Single by Charley Pride

from the album Charley Pride Sings Heart Songs
- B-side: "No One Could Ever Take Me from You"
- Released: October 23, 1971
- Studio: RCA Studio B, Nashville
- Genre: Country
- Length: 2:02
- Label: RCA Victor
- Songwriter: Ben Peters
- Producer: Jack Clement

Charley Pride singles chronology
| "I'm Just Me" (1971) | "Kiss an Angel Good Mornin'" (1971) | "Let Me Live" (1971) |

= Kiss an Angel Good Mornin' =

"Kiss an Angel Good Mornin'" is a song written by Ben Peters, and recorded by American country music artist Charley Pride. It was released in October 1971 by RCA Victor as the first single from his 13th studio album, Charley Pride Sings Heart Songs (1971).

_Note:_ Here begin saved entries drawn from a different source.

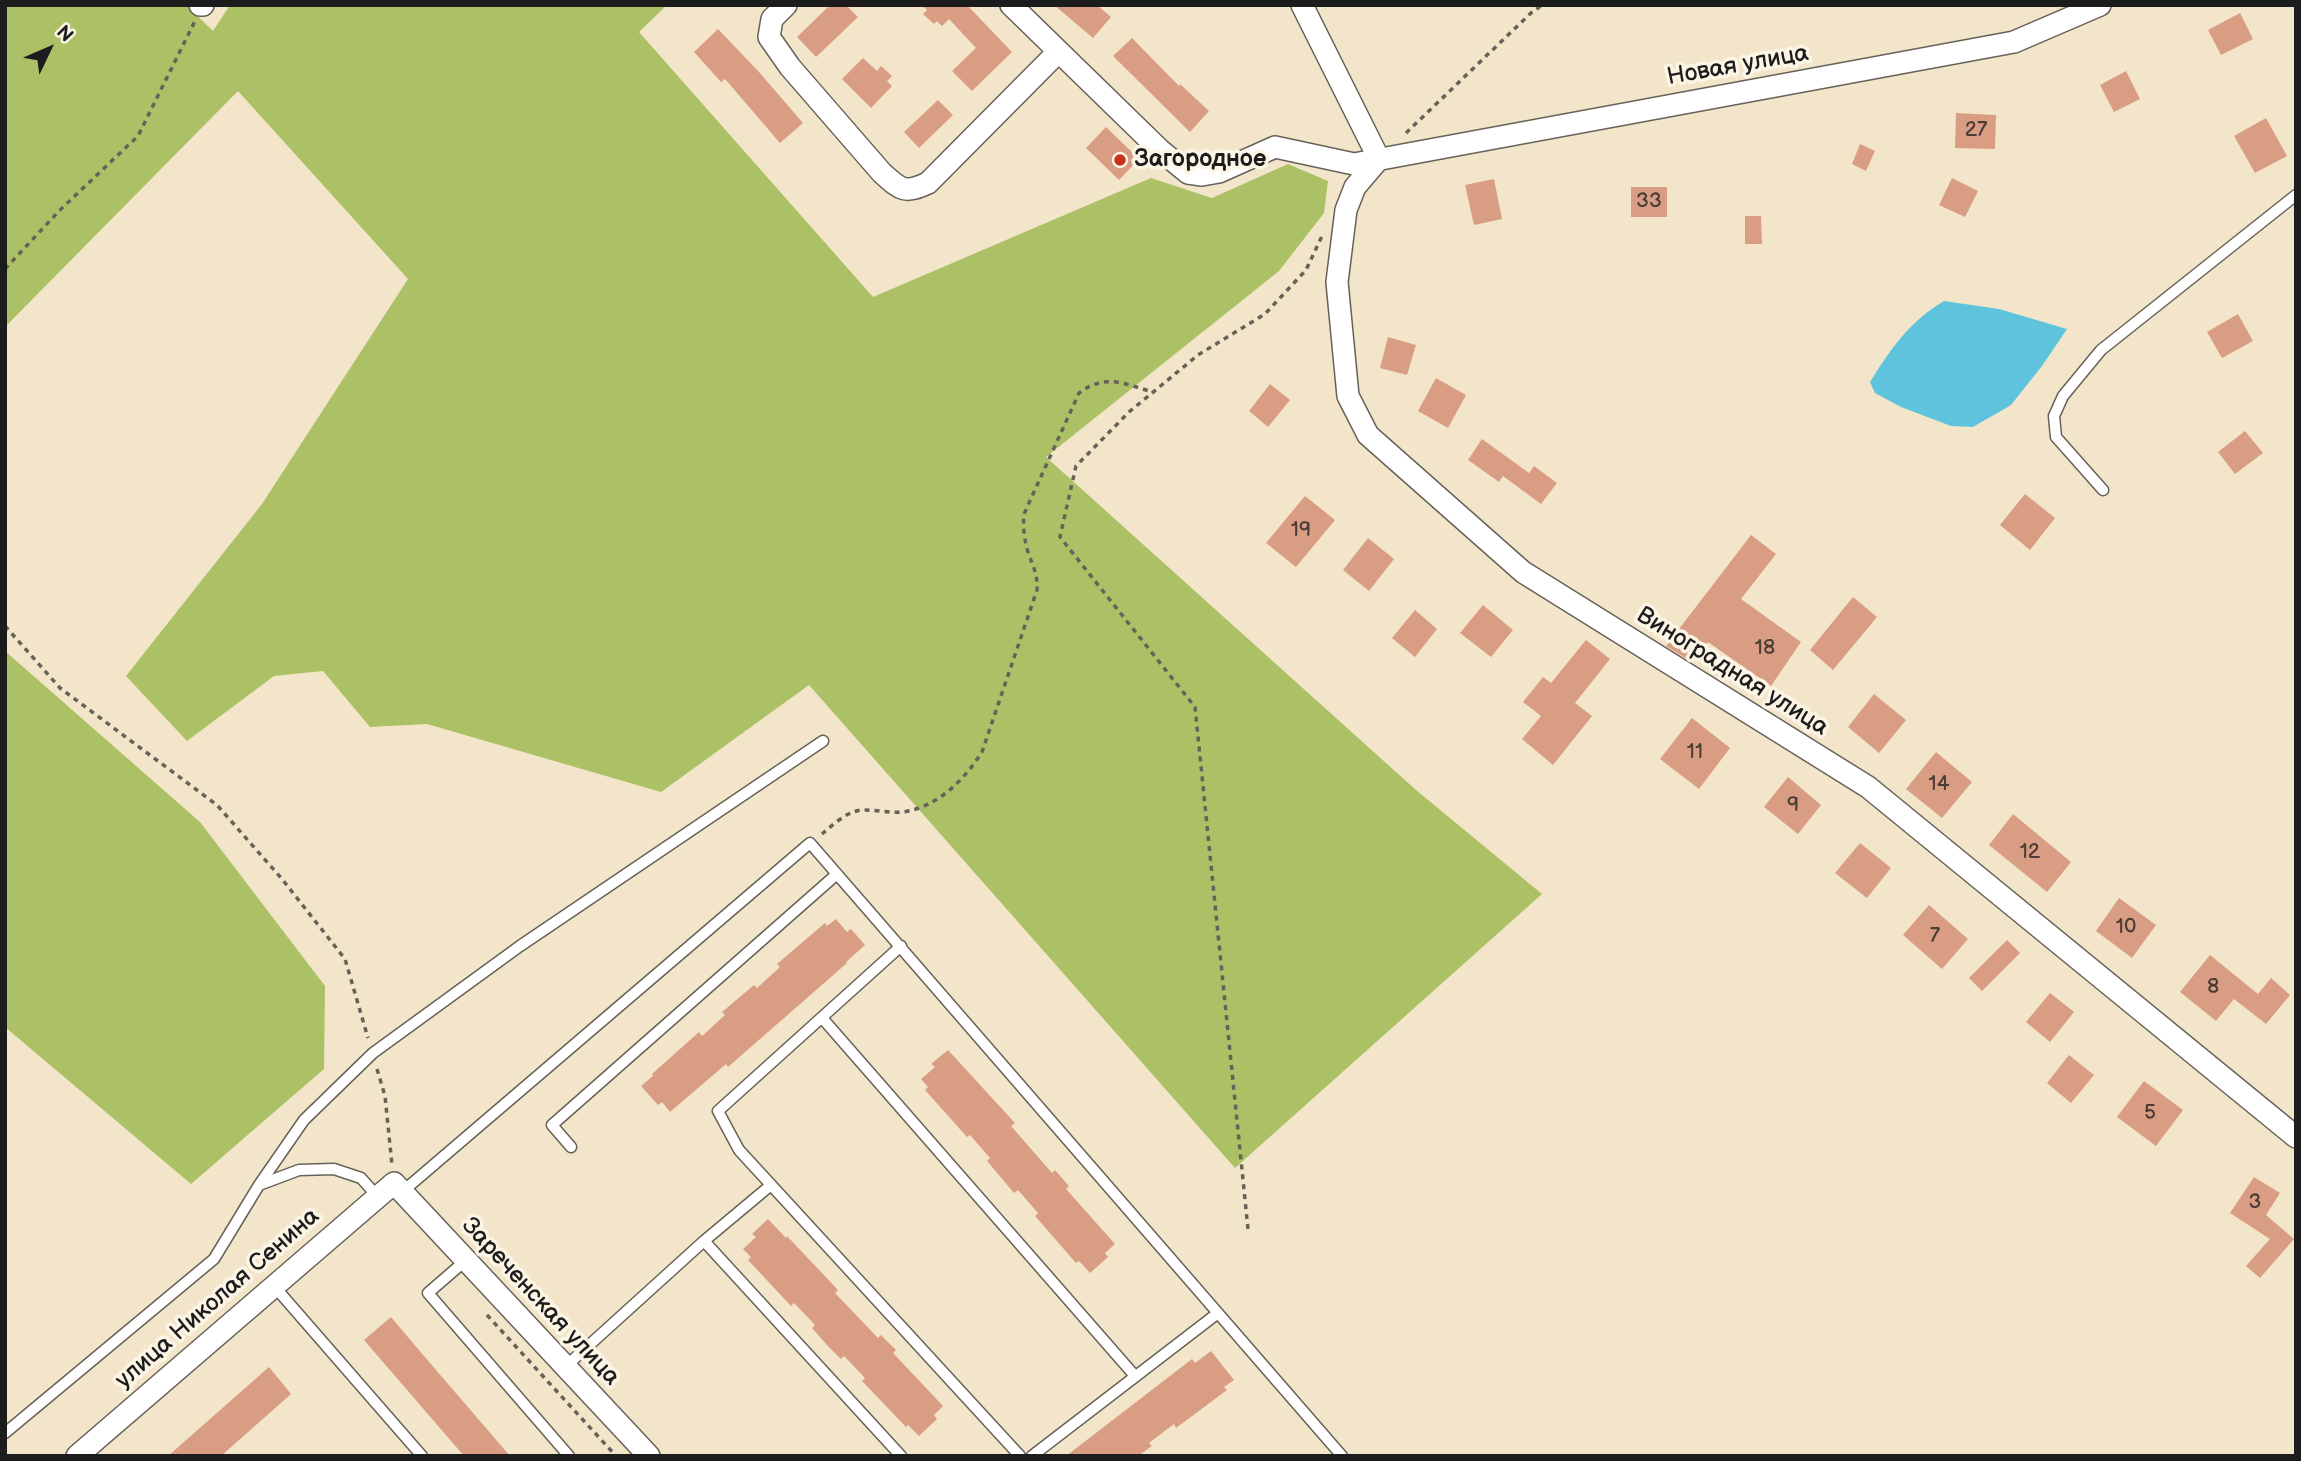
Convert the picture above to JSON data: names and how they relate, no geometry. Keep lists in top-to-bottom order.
{
  "streets": {
    "street": [
      "Новая улица",
      "Виноградная улица",
      "улица Николая Сенина",
      "Зареченская улица"
    ]
  },
  "crossings": [
    ["Новая улица", "Виноградная улица"],
    ["улица Николая Сенина", "Зареченская улица"]
  ],
  "places": ["Загородное"],
  "house_numbers": [
    "27",
    "33",
    "19",
    "18",
    "11",
    "14",
    "9",
    "12",
    "10",
    "7",
    "8",
    "5",
    "3"
  ],
  "north": "top right"
}
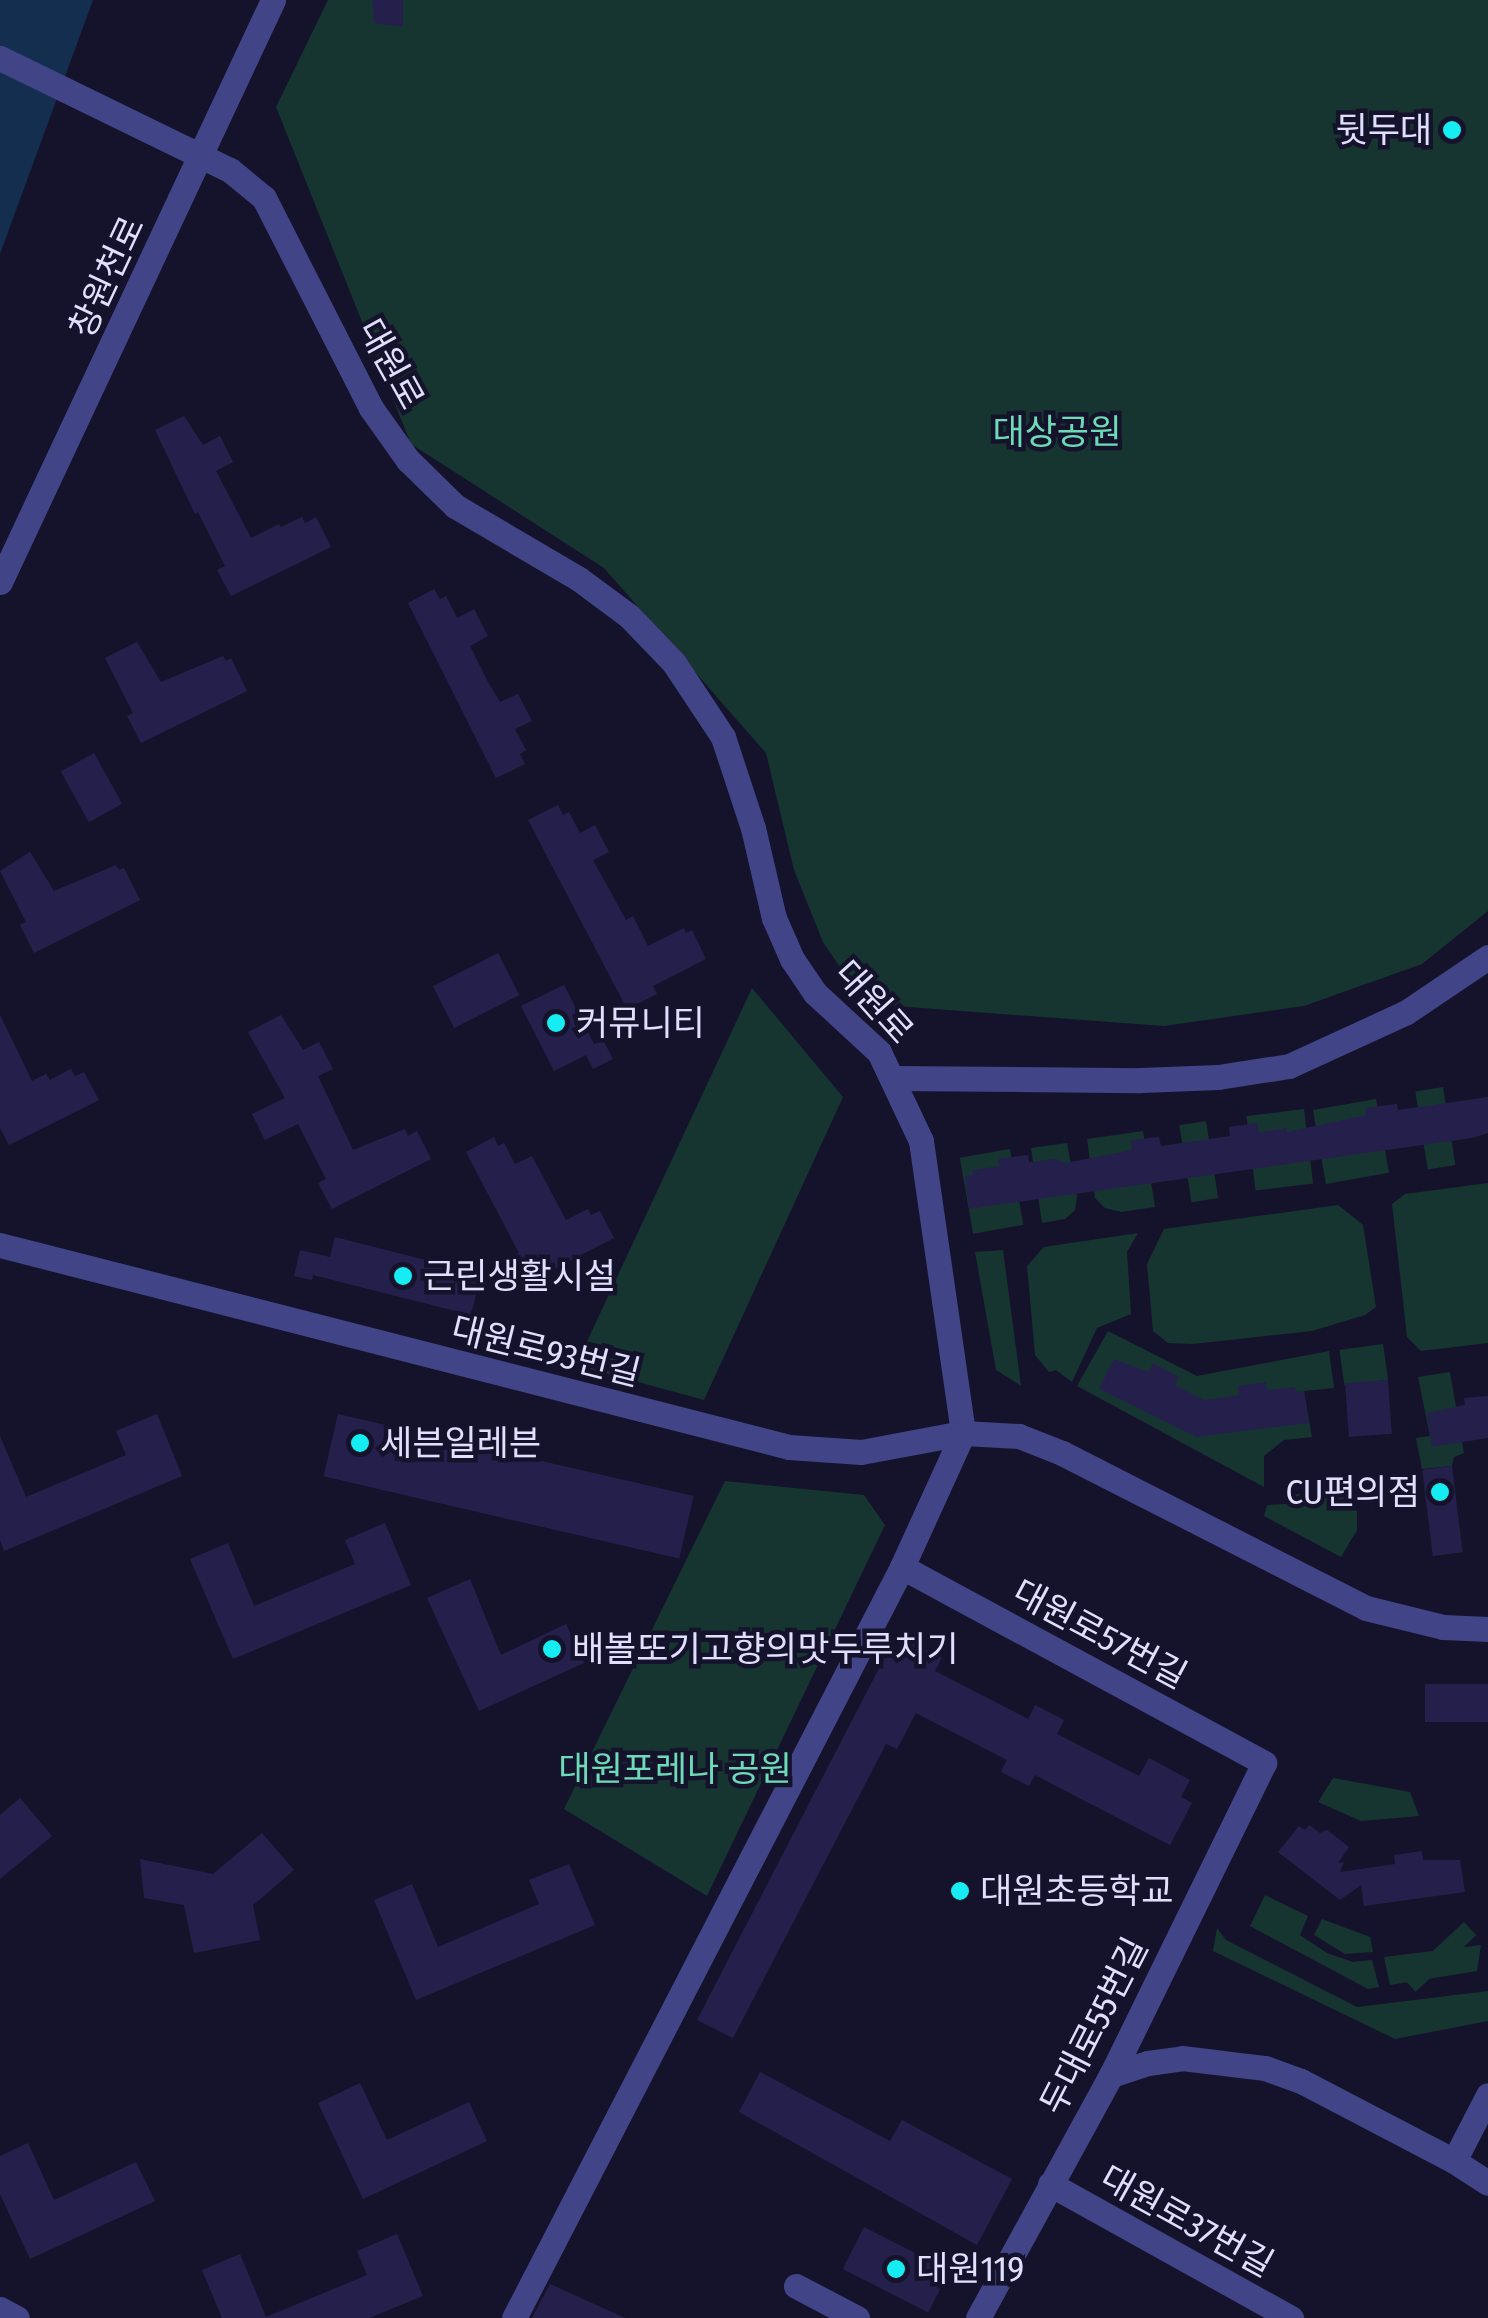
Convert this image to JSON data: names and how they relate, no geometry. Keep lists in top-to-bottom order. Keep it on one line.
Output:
{"streets":{"street":["창원천로","대원로","대원로93번길","대원로57번길","두대로55번길","대원로37번길"]},"crossings":[["창원천로","대원로"],["대원로","대원로93번길"],["대원로57번길","두대로55번길"],["두대로55번길","대원로37번길"]],"parks":["대상공원","대원포레나 공원"],"places":["뒷두대","커뮤니티","근린생활시설","세븐일레븐","CU편의점","배볼또기고향의맛두루치기","대원초등학교","대원119"]}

It has since become one of his signature tunes and was his eighth song to reach number 1 on the country charts. It was also Pride's only single to reach the top 40 on the pop charts, peaking at number 21 on the US Billboard Hot 100, and also went into the Top Ten of the Adult Contemporary charts. It also reached number 19 on the US Cash Box Top 100. The song spent four months on the pop chart, longer than any of his other hits. Billboard ranked it as the number 74 song for 1972.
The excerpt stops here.